Zimbabwe had switched to using US dollars in early 2009 so the era of hyper-inflations was over and the economy improved drastically so I decided to take the leap and dip my toes into consulting in Zimbabwe in late 2010. Well, it turned out to be too soon to move back to Zimbabwe and in 2011 I was recruited by AMSCO, a UNDP/IFC project which builds capacity in SMEs in Africa, to set up a private equity fund for AiQ Capital, a financial firm based in Lagos Nigeria.
Once again when we began the discussions and even though I had enjoyed visiting Nigeria a couple of times on holiday, I never thought in a million years I would end up working there but after several rounds of telephonic interviews, I was offered the job. This was largely because I knew a number of Nigerian professionals in the finance industry from my days in New York who gave me glowing references. The world is a village and you should never burn your bridges no matter where you are in the world. In one of my first meetings at Eskom, I walked into the boardroom to meet the team at RMB and saw an old friend of mine that I had met years ago when she was doing her Master’s at NYU. Anyway, by December 2011 I moved to Lagos and had all sorts of adventures working in the West African culture.
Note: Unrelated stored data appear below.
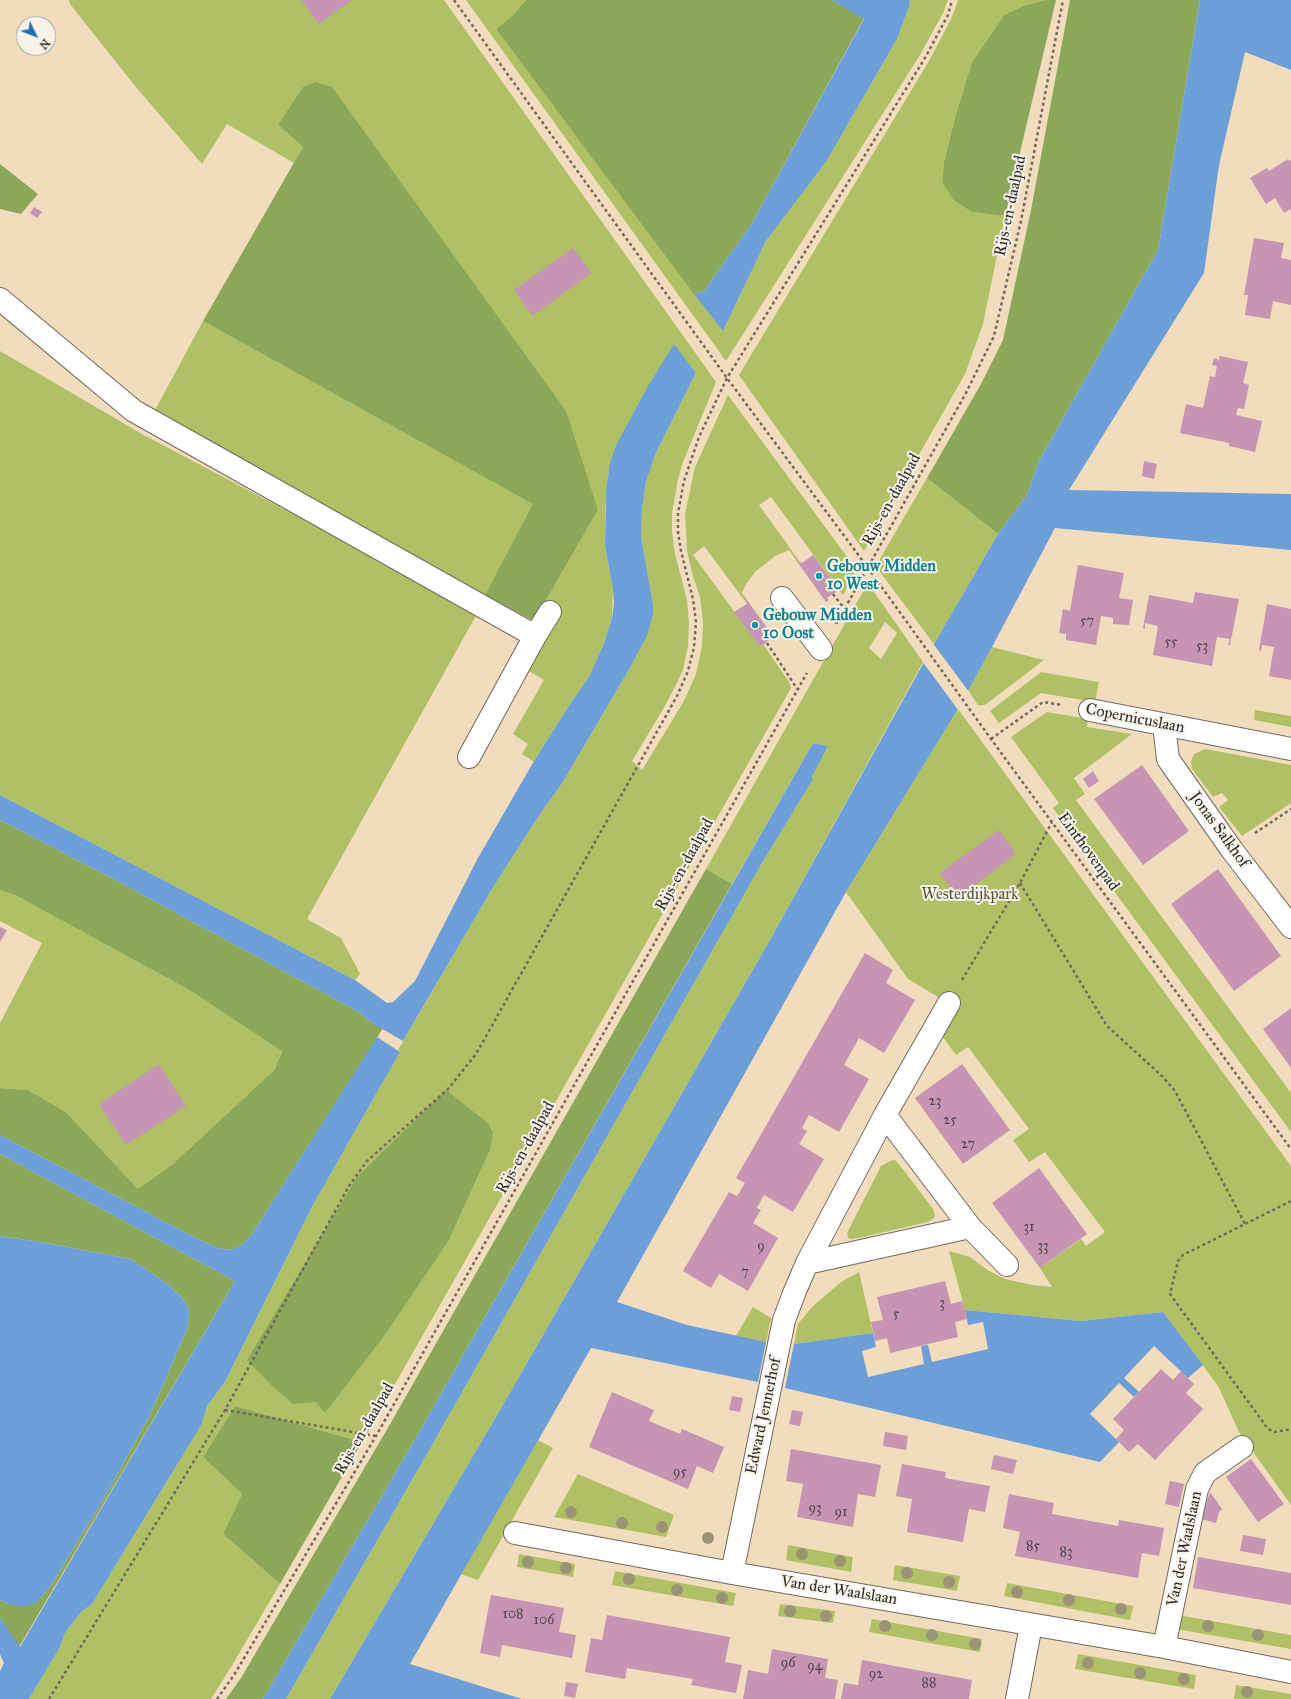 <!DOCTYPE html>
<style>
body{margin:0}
#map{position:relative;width:1291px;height:1699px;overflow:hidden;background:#f2dcbe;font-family:"IM FELL Great Primer",serif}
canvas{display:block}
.north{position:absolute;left:16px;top:16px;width:40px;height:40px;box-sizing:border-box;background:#f7f3e8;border:1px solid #a5a39c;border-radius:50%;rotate:133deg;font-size:11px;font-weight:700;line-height:16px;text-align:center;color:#2b2b2b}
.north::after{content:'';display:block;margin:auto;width:14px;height:18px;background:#1f6fb2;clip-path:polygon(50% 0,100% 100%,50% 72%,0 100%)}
</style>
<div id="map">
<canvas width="1291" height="1699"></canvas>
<div class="north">N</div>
</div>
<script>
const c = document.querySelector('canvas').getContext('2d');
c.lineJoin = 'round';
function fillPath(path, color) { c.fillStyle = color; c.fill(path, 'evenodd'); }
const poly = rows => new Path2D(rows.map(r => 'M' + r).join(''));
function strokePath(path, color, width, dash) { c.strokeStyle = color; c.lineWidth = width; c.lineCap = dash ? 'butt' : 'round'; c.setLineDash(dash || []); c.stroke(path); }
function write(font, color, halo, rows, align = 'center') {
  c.font = font + ' "IM FELL Great Primer",serif'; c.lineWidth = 4; c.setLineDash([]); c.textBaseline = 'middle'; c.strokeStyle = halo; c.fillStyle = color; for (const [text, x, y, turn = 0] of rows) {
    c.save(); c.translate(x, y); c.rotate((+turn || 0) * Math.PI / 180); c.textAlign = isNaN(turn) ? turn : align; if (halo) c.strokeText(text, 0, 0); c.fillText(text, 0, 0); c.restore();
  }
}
fillPath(poly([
 [69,0,444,0,716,382,683,462,678,479,672,513,672,532,675,554,687,600,689,622,688,646,683,670,674,689,662,711,632,761,642,770,684,701,696,674,702,646,703,622,700,597,692,573,687,551,685,514,695,467,728,395,856,569,843,595,771,497,759,505,800,562,798,563,789,550,775,556,755,572,746,584,742,593,747,600,745,601,704,546,693,555,760,647,763,644,789,682,791,688,362,1442,235,1406,203,1457,242,1494,223,1534,280,1584,231,1667,211,1699,29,1699,60,1647,65,1633,81,1612,92,1604,202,1424,207,1406,225,1382,313,1205,379,1089,400,1051,398,1050,492,889,540,814,561,785,630,668,647,636,653,615,653,604,641,536,642,510,646,482,655,455,696,373,684,358,616,445,608,474,605,510,605,546,613,589,612,617,609,628,604,643,589,677,572,701,534,761,533,761,522,754,528,744,513,734,544,680,527,670,545,602,598,510,332,87,278,125,303,147,294,163,227,124,202,164,135,86,70,4],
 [490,1150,449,1240,325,1413,315,1402],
 [466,0,526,0,513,15,496,29,723,331,766,241,826,162,897,39,909,7,910,0,948,0,943,13,920,55,726,361],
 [958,0,1045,0,1023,6,1004,15,972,62,956,114,944,162,942,182,972,212,1005,216,983,324,965,374,864,551,739,375,929,61,952,17],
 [203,321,534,504,485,595,154,412],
 [0,351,142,434,478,612,307,919,341,938,360,974,355,980,0,795],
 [927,478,998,534,934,644,880,572,878,564,881,557],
 [865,588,870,588,876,595,923,662,770,940,500,1410,330,1699,286,1699,431,1447,762,863,812,781,812,777,828,746,813,743,732,884,706,869],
 [885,622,897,633,881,659,869,648],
 [992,647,1044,660,985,705,978,705,968,690],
 [1041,672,1099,682,1095,702,1041,693,999,723,990,711],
 [958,709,1291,1166,1291,1505,1239,1432,1218,1386,1163,1312,1081,1321,965,1310,949,1251,970,1257,989,1271,1005,1279,1032,1285,1052,1287,1040,1268,1081,1239,1086,1246,1105,1232,1045,1152,1029,1162,1013,1140,1029,1129,968,1047,956,1055,942,1036,958,1009,908,979,846,892],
 [1255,710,1291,716,1291,727,1254,720],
 [1047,712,1088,719,1087,727,1132,734,1074,778,1085,794,1076,800,1291,1093,1291,1132,1053,808,1059,803,1011,737],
 [1205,749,1291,765,1291,803,1242,836,1219,807,1228,800,1222,793,1213,797,1192,769,1191,761,1194,754],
 [0,890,15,895,191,991,282,1050,275,1069,173,1164,138,1189,66,1112,28,1090,0,1088,0,1023,42,943,0,921],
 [895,1160,902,1168,933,1209,935,1215,934,1218,928,1222,859,1238,849,1239,847,1234,849,1229,881,1166,890,1161],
 [859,1272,873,1333,794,1344,798,1324,812,1307,841,1282],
 [753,1307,771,1318,766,1342,736,1336],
 [538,1440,553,1448,478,1580,461,1574],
 [578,1474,674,1515,666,1537,554,1517],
 [788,1545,853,1557,851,1572,786,1560],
 [519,1554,575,1564,573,1577,517,1567],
 [895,1565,960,1576,957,1591,893,1580],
 [615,1571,736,1593,733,1606,612,1585],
 [1007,1583,1133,1606,1130,1620,1004,1596],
 [780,1604,835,1611,833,1623,778,1616],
 [1178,1615,1291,1635,1291,1649,1176,1629],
 [872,1619,982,1639,980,1652,869,1632],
 [1078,1654,1196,1675,1194,1689,1075,1669],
 [1236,1685,1291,1694,1291,1699,1234,1699]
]), '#afc164');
fillPath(poly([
 [526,0,832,0,864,18,751,225,704,291,694,294,496,29,513,15],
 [1045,0,1056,0,1005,216,972,212,954,200,942,182,944,162,956,114,972,62,1004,15,1023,6],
 [1070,0,1200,0,1158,250,1039,461,1027,495,998,534,927,478,981,384,1003,340,1031,210],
 [316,82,332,87,566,411,598,510,534,621,485,595,533,504,203,321,303,147,278,125,303,87],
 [0,164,38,194,21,214,0,209],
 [0,820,108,876,359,1012,372,1023,383,1028,252,1234,242,1245,230,1250,218,1248,194,1237,0,1135,0,1088,28,1090,66,1112,138,1189,173,1164,275,1069,282,1051,191,991,15,895,0,890],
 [706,869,732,884,417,1436,263,1699,226,1699,241,1678,389,1426],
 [446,1090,488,1123,493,1133,490,1150,449,1240,384,1336,325,1413,315,1402,293,1404,271,1385,247,1360,357,1177],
 [0,1154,235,1281,19,1647,0,1618,0,1600,8,1604,36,1603,50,1587,106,1495,150,1415,187,1329,189,1317,189,1310,185,1301,169,1285,131,1259,46,1243,0,1236],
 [235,1406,362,1442,280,1584,223,1534,242,1494,203,1457]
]), '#8ba75a');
fillPath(poly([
 [832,0,910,0,909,7,897,39,826,162,766,241,723,331,694,294,704,291,751,225,864,19],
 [1200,0,1291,0,1291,70,1245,52,1219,165,1204,273,1069,490,1291,494,1291,550,1055,528,992,647,958,709,846,892,617,1302,687,1325,766,1342,758,1382,591,1348,410,1664,522,1699,330,1699,500,1410,770,940,934,644,998,534,1027,495,1039,461,1158,250],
 [674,344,696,373,655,455,646,482,642,510,641,536,653,604,653,615,647,636,630,668,561,785,540,814,492,889,403,1041,372,1023,359,1012,108,876,0,820,0,795,355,980,387,1003,393,1002,415,981,478,858,534,761,572,701,589,677,604,643,612,618,614,603,613,589,605,546,606,489,610,463,616,445,626,427,648,386],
 [813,743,828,746,812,777,812,781,762,863,431,1447,286,1699,263,1699,417,1436],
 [377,1037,400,1052,313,1205,225,1382,207,1406,202,1424,92,1604,81,1612,65,1633,60,1647,29,1699,0,1699,0,1671,4,1663,0,1654,0,1618,20,1647,235,1281,0,1154,0,1135,194,1237,218,1248,230,1250,242,1245,252,1234],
 [0,1236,46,1243,131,1259,169,1285,185,1301,189,1310,189,1317,187,1329,150,1415,106,1495,50,1587,36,1603,23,1607,8,1604,0,1600],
 [965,1310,1081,1321,1163,1312,1203,1365,1188,1378,1154,1346,1124,1378,1139,1392,1134,1397,1119,1383,1090,1414,1119,1442,1100,1462,785,1388,794,1344,873,1333,876,1347,862,1351,868,1377,924,1364,921,1346,928,1345,932,1362,988,1349,983,1322,968,1325]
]), '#6c9fd8');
fillPath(poly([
 [932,642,969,692,959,711,922,661]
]), '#f2dcbe');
fillPath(poly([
 [301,0,352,0,319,24],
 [1288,159,1289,161,1291,160,1291,209,1284,213,1275,198,1266,204,1250,178,1267,168,1269,171],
 [34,207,42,212,37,218,30,213],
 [1254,238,1284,243,1281,258,1291,260,1291,305,1273,301,1270,319,1245,315,1248,295,1244,295],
 [573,248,592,273,532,316,514,290],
 [1220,356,1248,362,1243,383,1249,385,1244,409,1238,408,1236,415,1262,421,1255,452,1229,446,1229,443,1180,433,1186,404,1203,408,1210,376,1215,377,1217,366,1212,365,1214,358,1219,360],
 [1144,461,1157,464,1154,479,1142,476],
 [813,555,839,590,827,598,829,600,826,602,798,563,800,562,802,563],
 [1078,565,1124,573,1119,598,1133,600,1129,625,1113,624,1113,618,1101,616,1096,645,1066,640,1066,634,1059,633,1063,609,1070,611],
 [1195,592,1239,599,1230,645,1228,645,1230,639,1217,637,1212,666,1153,655,1158,626,1145,623,1145,629,1143,628,1149,595,1193,603],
 [747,600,775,639,773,641,772,638,760,647,734,612,747,604,745,601],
 [1267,604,1291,609,1291,680,1269,676,1274,647,1262,645,1261,651,1259,650],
 [1142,765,1189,831,1143,865,1094,799],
 [1093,771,1099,781,1089,788,1083,779],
 [999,830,1016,854,958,898,940,873],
 [1218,869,1281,956,1234,991,1171,904],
 [0,927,7,930,0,942],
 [865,953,893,970,886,983,915,1000,884,1053,859,1038,844,1065,869,1079,839,1132,809,1115,802,1128,807,1131,799,1144,824,1159,793,1212,764,1195,757,1208,761,1210,753,1223,778,1238,748,1291,719,1274,711,1288,683,1271,729,1192,737,1196,745,1183,736,1178],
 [1291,1008,1291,1068,1263,1029],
 [159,1064,186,1106,126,1145,99,1104],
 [962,1064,1010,1130,963,1164,915,1098],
 [1039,1168,1087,1234,1040,1268,992,1203],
 [945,1281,951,1304,962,1301,965,1310,967,1319,955,1322,958,1337,890,1353,887,1338,875,1341,871,1322,883,1320,877,1297],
 [1161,1369,1173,1380,1181,1371,1194,1384,1186,1393,1203,1409,1155,1460,1138,1444,1129,1452,1116,1439,1124,1430,1113,1419],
 [612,1392,654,1410,649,1421,680,1434,682,1429,724,1447,713,1473,697,1466,688,1489,589,1447],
 [732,1396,743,1398,740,1412,729,1410],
 [792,1410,803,1412,800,1426,789,1424],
 [885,1432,908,1436,906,1450,883,1446],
 [791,1449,881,1465,875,1497,858,1494,853,1527,797,1517,803,1484,786,1481],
 [994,1455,1017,1460,1013,1474,991,1469],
 [1251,1459,1284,1504,1258,1522,1226,1477],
 [902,1464,946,1472,945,1478,990,1486,985,1512,969,1509,963,1542,907,1532,912,1499,896,1496],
 [1170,1481,1184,1484,1179,1507,1165,1504],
 [1210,1492,1222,1509,1219,1512,1216,1523,1201,1519],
 [1009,1494,1054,1503,1052,1514,1118,1526,1119,1520,1164,1528,1159,1556,1142,1553,1138,1578,1015,1556,1020,1532,1003,1528],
 [1243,1535,1266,1539,1263,1555,1240,1551],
 [1198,1557,1291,1573,1291,1605,1193,1588],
 [491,1595,564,1608,559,1632,576,1635,572,1658,502,1645,500,1657,480,1653],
 [607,1615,730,1637,725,1662,742,1665,736,1693,691,1685,693,1679,627,1668,625,1679,585,1672,591,1638,602,1640],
 [772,1649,828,1659,825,1678,838,1680,835,1699,743,1699,748,1670,768,1674],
 [862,1660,972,1680,969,1699,841,1699,844,1683,858,1685],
 [566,1682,578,1684,575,1698,564,1696]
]), '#c595b3');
const minor = poly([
 [0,299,134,411,535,636,469,757],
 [782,598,821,649],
 [535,636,550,612],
 [1090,710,1291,749],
 [1164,725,1168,759,1232,850,1291,927],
 [885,1115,970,1227,1007,1265],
 [807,1263,970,1227],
 [515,1533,732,1573,1164,1647,1291,1672],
 [732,1573,784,1320,795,1291,807,1263,885,1115,949,1003],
 [1164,1647,1197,1489,1205,1473,1242,1447],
 [1017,1699,1031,1625]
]);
strokePath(minor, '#71695e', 24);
strokePath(poly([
 [454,0,727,378,868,568,991,739,1291,1149],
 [833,594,844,608],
 [836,624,966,393,994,336,1021,221,1063,0],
 [767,643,798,690],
 [991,739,1043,702,1062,705],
 [1255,833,1291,809],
 [1020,883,1107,1026,1162,1076,1175,1091,1245,1224],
 [962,980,1020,883,1052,822],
 [1291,1201,1183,1255,1178,1261,1170,1294,1268,1429,1275,1432,1291,1429],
 [225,1410,376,1436],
 [49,1699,225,1410,349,1186,367,1161,448,1089,476,1054,677,696,688,671,694,647,696,622,693,599,681,551,678,532,678,513,684,481,699,437,727,378,925,58,948,15,952,0],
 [217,1699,234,1675,376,1436,807,673]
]), '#71695e', 2.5, [3, 3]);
strokePath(minor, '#fff', 22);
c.fillStyle = '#9b9376';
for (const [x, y] of [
 [571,1512],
 [622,1523],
 [662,1527],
 [708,1538],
 [802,1554],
 [840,1561],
 [528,1562],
 [566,1568],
 [907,1573],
 [629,1579],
 [949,1582],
 [677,1590],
 [1017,1592],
 [722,1598],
 [1069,1600],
 [1121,1609],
 [790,1611],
 [826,1616],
 [885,1626],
 [1208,1626],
 [932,1635],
 [1258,1635],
 [975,1644],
 [1088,1663],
 [1140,1673],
 [1184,1679],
 [1247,1692]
]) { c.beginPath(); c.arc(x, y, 6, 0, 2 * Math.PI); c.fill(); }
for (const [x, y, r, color] of [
 [819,576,4,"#0f9aa8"],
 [755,625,4,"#0f9aa8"]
]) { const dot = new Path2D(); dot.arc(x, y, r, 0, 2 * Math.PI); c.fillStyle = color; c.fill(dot); strokePath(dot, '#f7f3e8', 1.5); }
write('14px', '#52464d', null, [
 ["57",1087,622],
 ["55",1171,643],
 ["53",1202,647],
 ["23",935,1102],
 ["25",950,1121],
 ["27",968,1145],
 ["31",1029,1228],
 ["9",761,1247],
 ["33",1043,1247],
 ["7",745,1273],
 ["3",942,1304],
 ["5",896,1315],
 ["95",680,1473],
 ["93",815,1509],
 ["91",841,1513],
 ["85",1033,1547],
 ["83",1066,1553],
 ["108",513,1615],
 ["106",544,1621],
 ["96",788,1664],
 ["94",815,1667],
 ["92",876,1675],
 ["88",929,1684]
]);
write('16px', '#2b2b2b', '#f7f3e8', [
 ["Rijs-en-daalpad",1011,206,-78],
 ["Rijs-en-daalpad",892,500,-61],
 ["Copernicuslaan",1135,719,11],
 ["Jonas Salkhof",1219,830,54],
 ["Einthovenpad",1088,852,54],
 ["Rijs-en-daalpad",685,865,-61],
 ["Rijs-en-daalpad",526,1148,-61],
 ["Edward Jennerhof",764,1416,-78],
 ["Rijs-en-daalpad",365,1429,-60],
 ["Van der Waalslaan",1185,1549,-78],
 ["Van der Waalslaan",839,1591,9]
]);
write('bold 16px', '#0d838f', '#f7f3e8', [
 ["Gebouw Midden",827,567],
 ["10 West",827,585],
 ["Gebouw Midden",763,616],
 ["10 Oost",763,634]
], 'left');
write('16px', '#53583c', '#f7f3e8', [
 ["Westerdijkpark",970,895]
]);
</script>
Work was delayed in January 2012 when there was the 10 day fuel subsidy strike. I set up a hospitality and real estate fund in Nigeria and I spent a lot of time on roadshows looking for investors and partners. Even though it was frustrating at times, I loved working in West Africa and started my Africa Gist Blog, www.africagist.com.
Sadly I ended my contract in September 2013 because I was really determined to make a go of things in Zimbabwe this time. I spent some time at our Johannesburg home and in January 2014 I officially moved to Zimbabwe where I have been consulting, managing real estate and I am currently setting up a hospitality business. For some reason, even though I have lived in many different countries, coming home was the toughest move yet. Although I had always visited home, it is hard to reintegrate yourself socially after being way for 15 years and business practices have changed. Zimbabwe used to be quite colonial and British but it is now more African in every sense of the word. Doing business is more challenging and most of our best talent has left which I why I am so determined to make a difference here. I am pretty marketable so I can always work anywhere but being successful in your own country is more meaningful. It’s early days yet but I am enjoying the challenge. Although things function more efficiently abroad, I’ll never regret coming back to Africa because our quality of life is better and we have bigger homes here than in most cities abroad!